Esas fechas son suficiente señal encriptada para muchos, grabada en la memoria de no pocos, y en la amnesia oficial, de los infames Cinco Años Grises. Cinco años, diez años, un tiempo muerto, en el que desde estos despachos, Luis Pavón y otros de no menos funesta memoria, como Armando Quesada, se empeñaron en hacer realidad dolorosa los argumentos de las actas del Primer Congreso de Educación. y Cultura, apoyándose en ellos para expulsar del mundo artístico a quienes, en varios casos, fueron líderes indiscutibles de las letras, el teatro, la danza y muchas otras expresiones.

La mediocridad que se impuso bajo esas órdenes aún opera como trauma, y ​​sin duda junto a quienes ahora se alegran con la noticia del sombrío perfil de Luis Pavón, hay quienes todavía lo ven regresar como un fantasma para seguirlos robándoles la paz. Sus sueños. Porque en sus últimos días Luis Pavón ya era un fantasma, y ​​ni siquiera ese intento en la televisión cubana pudo transformarlo, como tal vez se pretendía, en el cuerpo palpable dentro de la cultura a la que él mismo tanto despotricaba y que ya había iniciado. olvidar.

Ese anciano que vimos en esos rápidos minutos en Impronta estaba a punto de morir. Su insólita reaparición en ese programa desató la pequeña guerra de los correos electrónicos, que, como suele ocurrir en Cuba, empezó como una sorpresa y terminó con una resaca. Varios intelectuales cubanos, víctimas directas o no de su liderazgo, enviaron correos electrónicos para denunciar al fantasma, para exigir la exhumación del cadáver enterrado y, por qué no, para exigir disculpas que nunca llegaron. Estos mensajes atestiguan el trauma: los más tranquilos, o concentrados en revelar datos raramente ventilados, junto con los que vinculaban espasmos y patetismo, y una sed mal silenciada de venganza tardía.

La televisión cubana se desmoronó entonces en un galimatías interno que duró algunas semanas, sin saber cómo arreglar el embrollo, mientras los correos electrónicos iban y venían acumulándose en esa ola en la que, como no habíamos visto mucho, sus voces y demandas unían a los cubanos. artistas residentes dentro y fuera de la isla, sin obtener respuestas oficiales.

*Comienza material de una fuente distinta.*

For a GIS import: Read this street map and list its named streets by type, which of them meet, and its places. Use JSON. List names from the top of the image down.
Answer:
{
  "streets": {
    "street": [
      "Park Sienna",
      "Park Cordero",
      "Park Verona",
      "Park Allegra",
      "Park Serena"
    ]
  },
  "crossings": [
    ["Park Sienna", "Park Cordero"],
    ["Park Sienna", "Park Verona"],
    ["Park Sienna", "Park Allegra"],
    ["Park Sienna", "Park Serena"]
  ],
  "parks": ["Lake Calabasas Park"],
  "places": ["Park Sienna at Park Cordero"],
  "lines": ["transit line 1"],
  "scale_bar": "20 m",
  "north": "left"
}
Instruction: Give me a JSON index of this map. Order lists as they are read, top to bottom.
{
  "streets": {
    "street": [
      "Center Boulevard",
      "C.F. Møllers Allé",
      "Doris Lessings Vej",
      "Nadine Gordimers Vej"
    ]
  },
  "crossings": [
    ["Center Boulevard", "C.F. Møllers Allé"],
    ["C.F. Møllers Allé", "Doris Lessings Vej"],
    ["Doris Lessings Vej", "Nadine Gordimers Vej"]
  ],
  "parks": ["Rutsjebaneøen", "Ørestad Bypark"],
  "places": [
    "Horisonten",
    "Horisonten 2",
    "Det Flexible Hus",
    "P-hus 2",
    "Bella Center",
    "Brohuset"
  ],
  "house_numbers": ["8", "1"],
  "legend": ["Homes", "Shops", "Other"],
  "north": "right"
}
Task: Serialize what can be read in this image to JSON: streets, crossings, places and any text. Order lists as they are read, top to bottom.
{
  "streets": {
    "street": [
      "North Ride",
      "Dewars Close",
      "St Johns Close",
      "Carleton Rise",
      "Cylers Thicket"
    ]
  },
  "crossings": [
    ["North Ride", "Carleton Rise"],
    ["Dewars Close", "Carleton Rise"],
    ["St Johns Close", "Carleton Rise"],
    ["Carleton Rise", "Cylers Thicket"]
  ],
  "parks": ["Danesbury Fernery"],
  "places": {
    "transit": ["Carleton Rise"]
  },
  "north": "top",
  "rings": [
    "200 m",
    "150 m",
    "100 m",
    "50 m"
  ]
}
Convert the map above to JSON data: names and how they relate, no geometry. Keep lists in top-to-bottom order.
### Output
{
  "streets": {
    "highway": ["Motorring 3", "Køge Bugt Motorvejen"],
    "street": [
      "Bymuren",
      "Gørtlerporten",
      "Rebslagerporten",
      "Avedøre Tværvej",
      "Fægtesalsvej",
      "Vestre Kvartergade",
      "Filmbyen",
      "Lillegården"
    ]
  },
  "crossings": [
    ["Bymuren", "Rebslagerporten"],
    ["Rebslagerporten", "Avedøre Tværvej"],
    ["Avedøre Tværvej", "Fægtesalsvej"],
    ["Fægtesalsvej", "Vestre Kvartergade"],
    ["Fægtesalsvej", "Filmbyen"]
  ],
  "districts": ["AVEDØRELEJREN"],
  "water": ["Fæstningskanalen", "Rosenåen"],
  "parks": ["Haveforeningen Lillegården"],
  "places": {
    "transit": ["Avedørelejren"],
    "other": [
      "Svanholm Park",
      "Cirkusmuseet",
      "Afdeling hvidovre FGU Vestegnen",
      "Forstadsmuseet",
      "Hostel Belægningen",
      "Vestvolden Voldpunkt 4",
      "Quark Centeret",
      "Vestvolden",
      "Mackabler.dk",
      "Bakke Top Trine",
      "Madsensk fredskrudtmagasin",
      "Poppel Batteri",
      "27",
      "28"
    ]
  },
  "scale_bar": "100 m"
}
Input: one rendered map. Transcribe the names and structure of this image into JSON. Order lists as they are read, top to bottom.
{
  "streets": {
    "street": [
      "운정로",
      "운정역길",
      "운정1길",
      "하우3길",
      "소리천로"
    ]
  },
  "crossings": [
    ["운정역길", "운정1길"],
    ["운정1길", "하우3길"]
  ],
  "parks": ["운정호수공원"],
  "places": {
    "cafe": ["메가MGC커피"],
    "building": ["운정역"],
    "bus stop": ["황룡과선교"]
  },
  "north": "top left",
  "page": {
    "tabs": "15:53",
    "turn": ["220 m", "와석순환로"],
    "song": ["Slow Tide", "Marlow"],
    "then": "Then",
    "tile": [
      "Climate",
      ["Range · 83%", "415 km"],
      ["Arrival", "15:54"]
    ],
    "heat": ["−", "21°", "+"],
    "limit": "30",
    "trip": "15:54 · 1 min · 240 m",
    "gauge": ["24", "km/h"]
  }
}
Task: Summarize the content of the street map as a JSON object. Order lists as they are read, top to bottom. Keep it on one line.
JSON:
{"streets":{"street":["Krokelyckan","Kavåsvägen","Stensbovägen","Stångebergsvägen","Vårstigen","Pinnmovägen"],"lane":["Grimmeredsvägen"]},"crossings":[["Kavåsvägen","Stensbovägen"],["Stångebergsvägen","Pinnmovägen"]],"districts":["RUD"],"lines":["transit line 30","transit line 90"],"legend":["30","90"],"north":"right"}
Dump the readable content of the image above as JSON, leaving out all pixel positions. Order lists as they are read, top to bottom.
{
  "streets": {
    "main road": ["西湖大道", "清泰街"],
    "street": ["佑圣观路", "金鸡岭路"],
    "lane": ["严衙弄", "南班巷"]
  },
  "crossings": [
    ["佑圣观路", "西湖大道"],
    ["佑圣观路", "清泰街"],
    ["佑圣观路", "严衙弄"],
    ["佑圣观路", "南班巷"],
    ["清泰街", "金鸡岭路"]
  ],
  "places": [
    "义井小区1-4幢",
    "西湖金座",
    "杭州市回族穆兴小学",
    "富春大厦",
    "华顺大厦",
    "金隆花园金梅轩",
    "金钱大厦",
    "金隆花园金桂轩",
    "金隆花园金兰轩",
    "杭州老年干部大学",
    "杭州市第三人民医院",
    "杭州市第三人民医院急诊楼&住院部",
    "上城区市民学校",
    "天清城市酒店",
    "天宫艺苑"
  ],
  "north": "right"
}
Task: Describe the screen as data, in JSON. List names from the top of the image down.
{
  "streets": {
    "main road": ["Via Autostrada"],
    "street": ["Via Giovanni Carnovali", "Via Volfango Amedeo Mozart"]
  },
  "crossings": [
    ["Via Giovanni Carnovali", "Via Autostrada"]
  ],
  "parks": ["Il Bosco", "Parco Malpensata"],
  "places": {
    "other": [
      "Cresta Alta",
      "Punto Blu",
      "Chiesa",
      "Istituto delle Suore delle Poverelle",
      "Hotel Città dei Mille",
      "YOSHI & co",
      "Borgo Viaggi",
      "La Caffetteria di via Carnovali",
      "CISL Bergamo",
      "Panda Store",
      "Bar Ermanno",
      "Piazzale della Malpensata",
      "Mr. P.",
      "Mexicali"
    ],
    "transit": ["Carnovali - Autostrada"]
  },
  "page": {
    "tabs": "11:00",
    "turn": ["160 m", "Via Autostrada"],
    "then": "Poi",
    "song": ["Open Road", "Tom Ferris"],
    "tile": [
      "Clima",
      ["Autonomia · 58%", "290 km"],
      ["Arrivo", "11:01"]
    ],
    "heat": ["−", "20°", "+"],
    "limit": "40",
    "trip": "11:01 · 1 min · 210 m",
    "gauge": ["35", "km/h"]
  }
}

La UNEAC, que poco tuvo que ver con el fallido resurgimiento, publicó una nota que aclaraba menos, y pensó que sería mejor guardar silencio al respecto, bajo pretextos como mezquinos y no querer atormentar a la gente con aclaraciones posiblemente irrelevantes, mientras la “ingenuidad” cometía Se atribuyó a la juventud de algunos de los integrantes del equipo Impronta .

Dudosa ingenuidad, teniendo en cuenta que Armando Quesada caminaba por los pasillos del ICRT hasta poco antes de la emisión del programa, y ​​trataba de ocultar la batalla silenciosa que se libraba en el propio instituto culpando no a los veteranos que vieron la peluda oreja de la parametrización *arriba cerca, pero aquellos que nunca les explicaron la verdad oculta detrás de ese amargo concepto.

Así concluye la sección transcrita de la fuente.